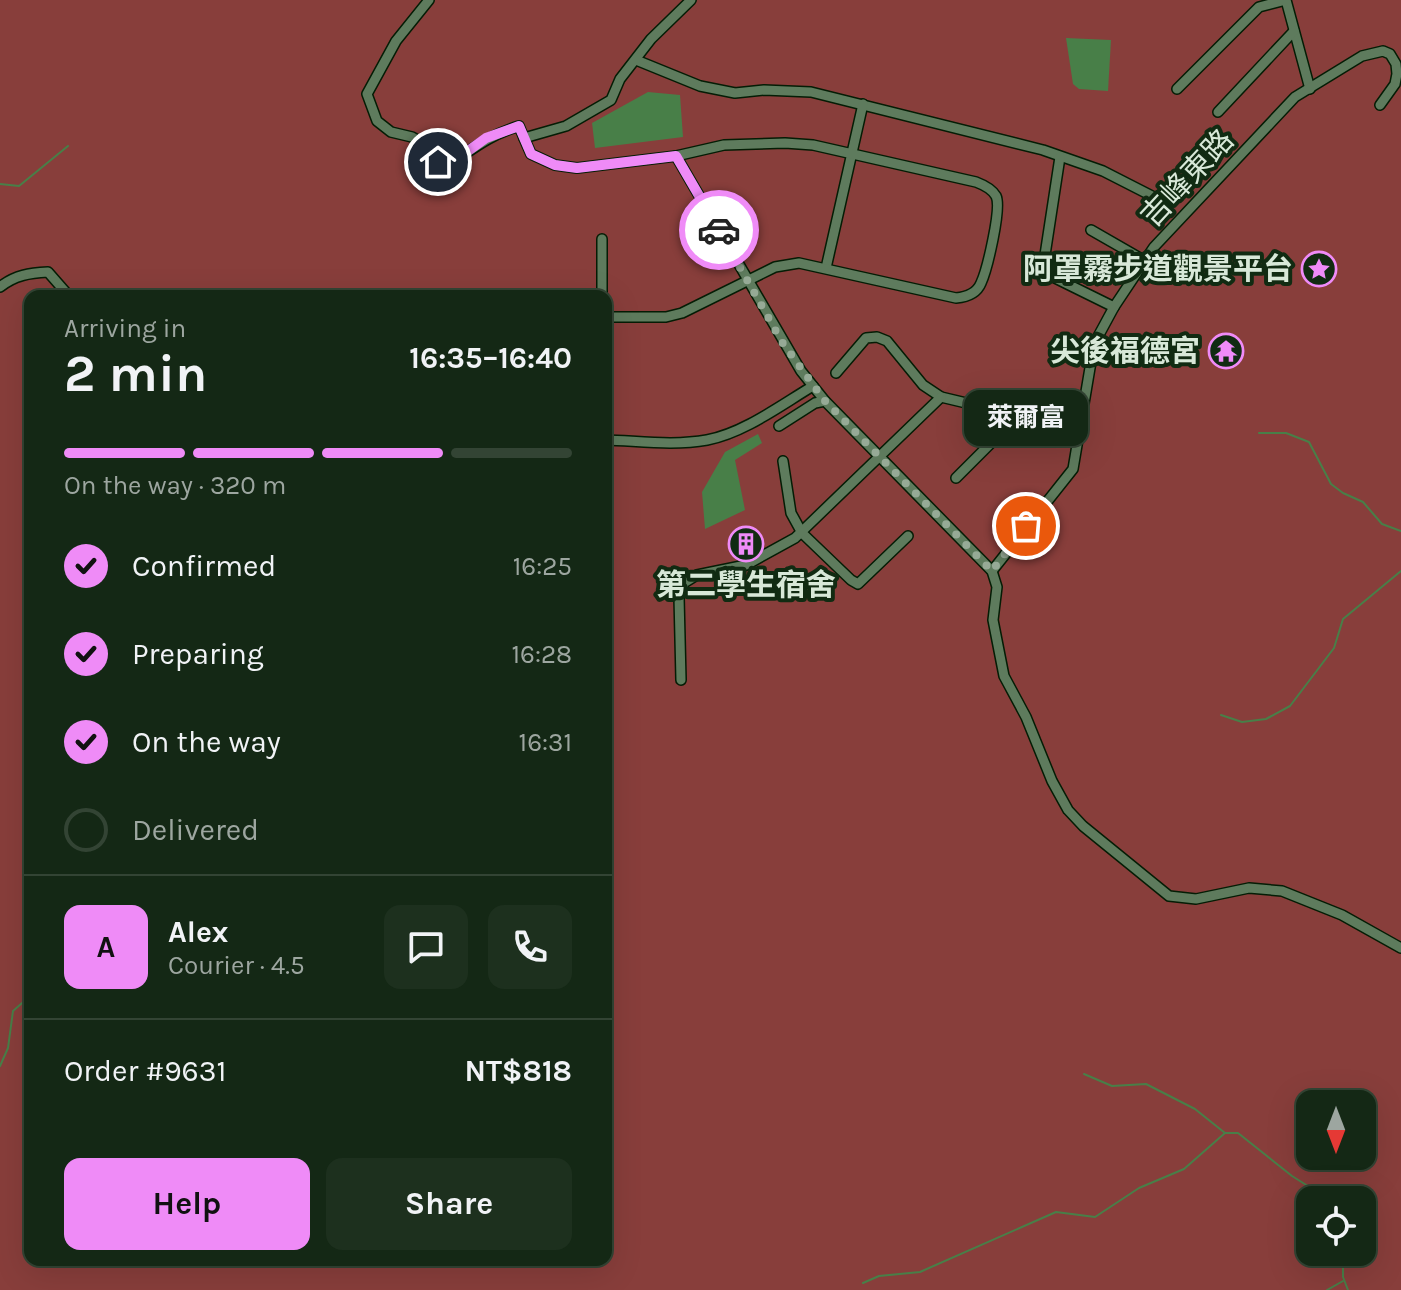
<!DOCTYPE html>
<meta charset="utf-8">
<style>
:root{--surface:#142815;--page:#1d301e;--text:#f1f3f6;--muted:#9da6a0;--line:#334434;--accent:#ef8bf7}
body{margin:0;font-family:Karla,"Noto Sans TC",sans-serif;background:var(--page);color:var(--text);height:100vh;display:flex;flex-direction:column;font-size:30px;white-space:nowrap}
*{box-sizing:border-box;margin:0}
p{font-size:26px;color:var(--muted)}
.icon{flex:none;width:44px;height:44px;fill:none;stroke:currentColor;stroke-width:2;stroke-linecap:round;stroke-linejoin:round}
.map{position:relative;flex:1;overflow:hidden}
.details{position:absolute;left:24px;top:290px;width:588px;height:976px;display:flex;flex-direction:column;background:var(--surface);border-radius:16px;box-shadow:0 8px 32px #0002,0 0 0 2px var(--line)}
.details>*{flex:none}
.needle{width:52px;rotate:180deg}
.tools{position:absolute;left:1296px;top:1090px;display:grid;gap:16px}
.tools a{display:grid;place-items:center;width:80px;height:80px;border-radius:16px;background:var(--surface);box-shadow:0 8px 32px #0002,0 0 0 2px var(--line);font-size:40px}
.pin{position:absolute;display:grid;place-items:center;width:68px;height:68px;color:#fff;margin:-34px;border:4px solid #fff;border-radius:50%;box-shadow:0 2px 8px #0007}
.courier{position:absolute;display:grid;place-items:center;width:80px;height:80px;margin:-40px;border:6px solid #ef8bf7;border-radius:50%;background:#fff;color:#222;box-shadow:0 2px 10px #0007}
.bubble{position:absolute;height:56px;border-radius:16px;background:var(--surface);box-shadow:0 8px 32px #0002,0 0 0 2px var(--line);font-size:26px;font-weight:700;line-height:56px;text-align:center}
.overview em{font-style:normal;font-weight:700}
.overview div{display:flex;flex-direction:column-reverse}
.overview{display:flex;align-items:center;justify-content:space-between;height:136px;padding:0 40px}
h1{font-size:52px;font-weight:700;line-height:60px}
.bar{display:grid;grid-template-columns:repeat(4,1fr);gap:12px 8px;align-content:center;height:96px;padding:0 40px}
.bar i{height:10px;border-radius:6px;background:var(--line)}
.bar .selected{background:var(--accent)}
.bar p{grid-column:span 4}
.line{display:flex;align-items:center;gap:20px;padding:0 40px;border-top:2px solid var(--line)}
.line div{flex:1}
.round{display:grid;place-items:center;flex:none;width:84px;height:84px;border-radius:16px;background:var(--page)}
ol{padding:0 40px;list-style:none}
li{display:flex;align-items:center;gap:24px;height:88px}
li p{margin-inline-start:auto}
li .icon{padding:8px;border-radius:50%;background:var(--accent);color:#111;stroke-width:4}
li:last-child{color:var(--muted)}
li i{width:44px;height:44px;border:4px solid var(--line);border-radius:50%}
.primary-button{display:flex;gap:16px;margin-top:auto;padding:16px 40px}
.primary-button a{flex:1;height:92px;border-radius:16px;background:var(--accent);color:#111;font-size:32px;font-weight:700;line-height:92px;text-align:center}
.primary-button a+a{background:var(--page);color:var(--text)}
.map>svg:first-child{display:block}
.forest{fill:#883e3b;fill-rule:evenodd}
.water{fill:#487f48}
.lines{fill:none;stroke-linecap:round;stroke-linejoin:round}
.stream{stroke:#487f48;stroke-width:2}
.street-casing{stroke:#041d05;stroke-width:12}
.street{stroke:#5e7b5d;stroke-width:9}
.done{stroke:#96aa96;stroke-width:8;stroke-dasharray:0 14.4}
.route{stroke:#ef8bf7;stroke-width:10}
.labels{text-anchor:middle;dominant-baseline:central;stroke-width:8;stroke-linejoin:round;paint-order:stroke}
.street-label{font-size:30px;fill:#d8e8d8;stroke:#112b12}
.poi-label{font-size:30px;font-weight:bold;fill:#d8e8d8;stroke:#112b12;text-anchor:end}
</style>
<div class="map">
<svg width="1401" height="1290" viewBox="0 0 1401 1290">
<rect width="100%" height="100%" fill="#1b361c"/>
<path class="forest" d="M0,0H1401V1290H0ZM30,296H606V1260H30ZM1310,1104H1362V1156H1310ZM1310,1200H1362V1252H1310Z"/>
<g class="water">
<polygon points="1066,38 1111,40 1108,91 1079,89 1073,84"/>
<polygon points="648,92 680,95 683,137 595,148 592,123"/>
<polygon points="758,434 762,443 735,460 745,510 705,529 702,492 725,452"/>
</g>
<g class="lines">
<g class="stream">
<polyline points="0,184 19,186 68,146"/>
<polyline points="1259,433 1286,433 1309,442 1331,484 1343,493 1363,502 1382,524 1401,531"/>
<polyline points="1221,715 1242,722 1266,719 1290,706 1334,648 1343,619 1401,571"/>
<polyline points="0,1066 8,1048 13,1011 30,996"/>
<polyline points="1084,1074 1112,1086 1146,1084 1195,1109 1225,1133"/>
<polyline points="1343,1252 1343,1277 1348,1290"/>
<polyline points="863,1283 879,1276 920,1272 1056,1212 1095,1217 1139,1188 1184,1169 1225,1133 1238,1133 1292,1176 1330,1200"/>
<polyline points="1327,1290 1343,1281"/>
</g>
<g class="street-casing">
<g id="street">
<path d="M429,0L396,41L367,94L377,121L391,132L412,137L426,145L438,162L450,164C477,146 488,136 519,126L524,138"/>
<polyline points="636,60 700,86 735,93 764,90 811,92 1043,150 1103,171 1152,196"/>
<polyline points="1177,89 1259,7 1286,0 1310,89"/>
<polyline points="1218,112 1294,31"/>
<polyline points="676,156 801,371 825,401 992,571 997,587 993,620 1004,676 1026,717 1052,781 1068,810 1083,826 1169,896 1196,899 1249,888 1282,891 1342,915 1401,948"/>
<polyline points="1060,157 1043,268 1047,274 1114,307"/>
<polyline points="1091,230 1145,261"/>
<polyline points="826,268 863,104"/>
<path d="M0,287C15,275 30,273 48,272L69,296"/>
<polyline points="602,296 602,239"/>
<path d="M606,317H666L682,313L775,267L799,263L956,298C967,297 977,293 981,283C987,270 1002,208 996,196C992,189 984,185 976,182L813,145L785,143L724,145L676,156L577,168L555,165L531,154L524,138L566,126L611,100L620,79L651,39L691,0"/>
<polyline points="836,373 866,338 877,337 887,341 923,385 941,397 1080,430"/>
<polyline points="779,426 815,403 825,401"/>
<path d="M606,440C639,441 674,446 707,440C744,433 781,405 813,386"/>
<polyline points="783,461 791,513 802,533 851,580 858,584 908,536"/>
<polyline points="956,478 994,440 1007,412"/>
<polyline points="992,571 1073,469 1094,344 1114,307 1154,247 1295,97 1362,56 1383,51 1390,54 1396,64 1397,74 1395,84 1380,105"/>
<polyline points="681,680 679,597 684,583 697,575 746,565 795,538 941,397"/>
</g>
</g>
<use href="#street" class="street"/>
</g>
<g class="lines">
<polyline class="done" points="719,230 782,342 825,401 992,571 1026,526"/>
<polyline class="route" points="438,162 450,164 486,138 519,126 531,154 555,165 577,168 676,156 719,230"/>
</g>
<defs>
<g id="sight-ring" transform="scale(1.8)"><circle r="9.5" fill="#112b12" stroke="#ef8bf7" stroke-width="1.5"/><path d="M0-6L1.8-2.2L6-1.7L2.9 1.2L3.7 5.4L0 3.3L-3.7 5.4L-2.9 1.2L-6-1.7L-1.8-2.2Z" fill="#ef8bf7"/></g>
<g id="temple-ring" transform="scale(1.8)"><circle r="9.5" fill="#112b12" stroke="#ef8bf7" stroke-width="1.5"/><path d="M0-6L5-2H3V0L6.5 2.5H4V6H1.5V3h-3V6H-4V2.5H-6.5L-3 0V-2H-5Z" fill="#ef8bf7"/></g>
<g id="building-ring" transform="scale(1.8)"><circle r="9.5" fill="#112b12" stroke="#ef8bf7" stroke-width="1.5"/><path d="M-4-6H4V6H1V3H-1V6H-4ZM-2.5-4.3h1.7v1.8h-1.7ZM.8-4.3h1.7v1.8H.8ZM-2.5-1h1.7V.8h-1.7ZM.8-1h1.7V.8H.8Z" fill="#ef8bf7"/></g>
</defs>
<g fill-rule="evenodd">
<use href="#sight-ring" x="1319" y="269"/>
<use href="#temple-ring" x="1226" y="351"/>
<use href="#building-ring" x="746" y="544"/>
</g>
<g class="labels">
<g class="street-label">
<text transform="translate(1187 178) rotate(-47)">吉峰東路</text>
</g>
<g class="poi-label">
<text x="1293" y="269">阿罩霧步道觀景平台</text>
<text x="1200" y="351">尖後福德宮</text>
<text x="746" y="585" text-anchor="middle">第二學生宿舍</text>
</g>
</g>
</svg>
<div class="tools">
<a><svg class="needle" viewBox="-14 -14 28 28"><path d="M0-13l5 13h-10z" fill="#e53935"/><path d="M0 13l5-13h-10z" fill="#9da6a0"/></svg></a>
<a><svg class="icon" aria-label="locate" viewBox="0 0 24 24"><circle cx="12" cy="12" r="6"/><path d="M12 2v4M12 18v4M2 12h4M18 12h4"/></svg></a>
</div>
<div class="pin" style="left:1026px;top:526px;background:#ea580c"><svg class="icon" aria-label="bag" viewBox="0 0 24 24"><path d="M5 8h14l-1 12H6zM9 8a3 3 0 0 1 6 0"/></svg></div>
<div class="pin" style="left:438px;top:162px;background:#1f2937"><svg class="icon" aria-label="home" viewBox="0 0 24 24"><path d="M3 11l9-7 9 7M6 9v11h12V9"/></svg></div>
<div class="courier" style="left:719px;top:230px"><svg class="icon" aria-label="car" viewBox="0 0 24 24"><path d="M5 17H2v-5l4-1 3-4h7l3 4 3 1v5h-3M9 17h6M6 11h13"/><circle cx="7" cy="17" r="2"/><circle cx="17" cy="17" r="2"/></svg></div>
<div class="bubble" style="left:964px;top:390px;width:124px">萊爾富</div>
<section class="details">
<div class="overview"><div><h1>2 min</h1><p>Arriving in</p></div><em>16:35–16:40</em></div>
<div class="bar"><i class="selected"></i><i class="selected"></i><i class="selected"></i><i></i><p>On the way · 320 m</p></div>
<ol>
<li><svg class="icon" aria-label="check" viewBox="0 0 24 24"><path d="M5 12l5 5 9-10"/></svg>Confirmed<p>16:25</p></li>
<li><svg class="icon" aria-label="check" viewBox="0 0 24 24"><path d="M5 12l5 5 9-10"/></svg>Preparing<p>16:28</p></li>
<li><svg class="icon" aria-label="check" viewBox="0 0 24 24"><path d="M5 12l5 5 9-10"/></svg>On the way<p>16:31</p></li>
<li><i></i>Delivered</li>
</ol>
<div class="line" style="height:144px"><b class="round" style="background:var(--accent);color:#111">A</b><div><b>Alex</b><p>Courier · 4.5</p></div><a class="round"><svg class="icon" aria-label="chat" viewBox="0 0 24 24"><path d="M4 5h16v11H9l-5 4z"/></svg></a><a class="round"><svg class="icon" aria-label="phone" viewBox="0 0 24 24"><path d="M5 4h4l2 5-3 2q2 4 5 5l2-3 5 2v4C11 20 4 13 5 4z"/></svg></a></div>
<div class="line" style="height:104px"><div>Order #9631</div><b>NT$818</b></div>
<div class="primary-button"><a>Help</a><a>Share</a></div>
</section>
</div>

* **EXERCISE INSTRUCTIONS**
Across the listing above, report every line where "tools" occurs.

* **TASK RESPONSE**
.tools{position:absolute;left:1296px;top:1090px;display:grid;gap:16px}
.tools a{display:grid;place-items:center;width:80px;height:80px;border-radius:16px;background:var(--surface);box-shadow:0 8px 32px #0002,0 0 0 2px var(--line);font-size:40px}
<div class="tools">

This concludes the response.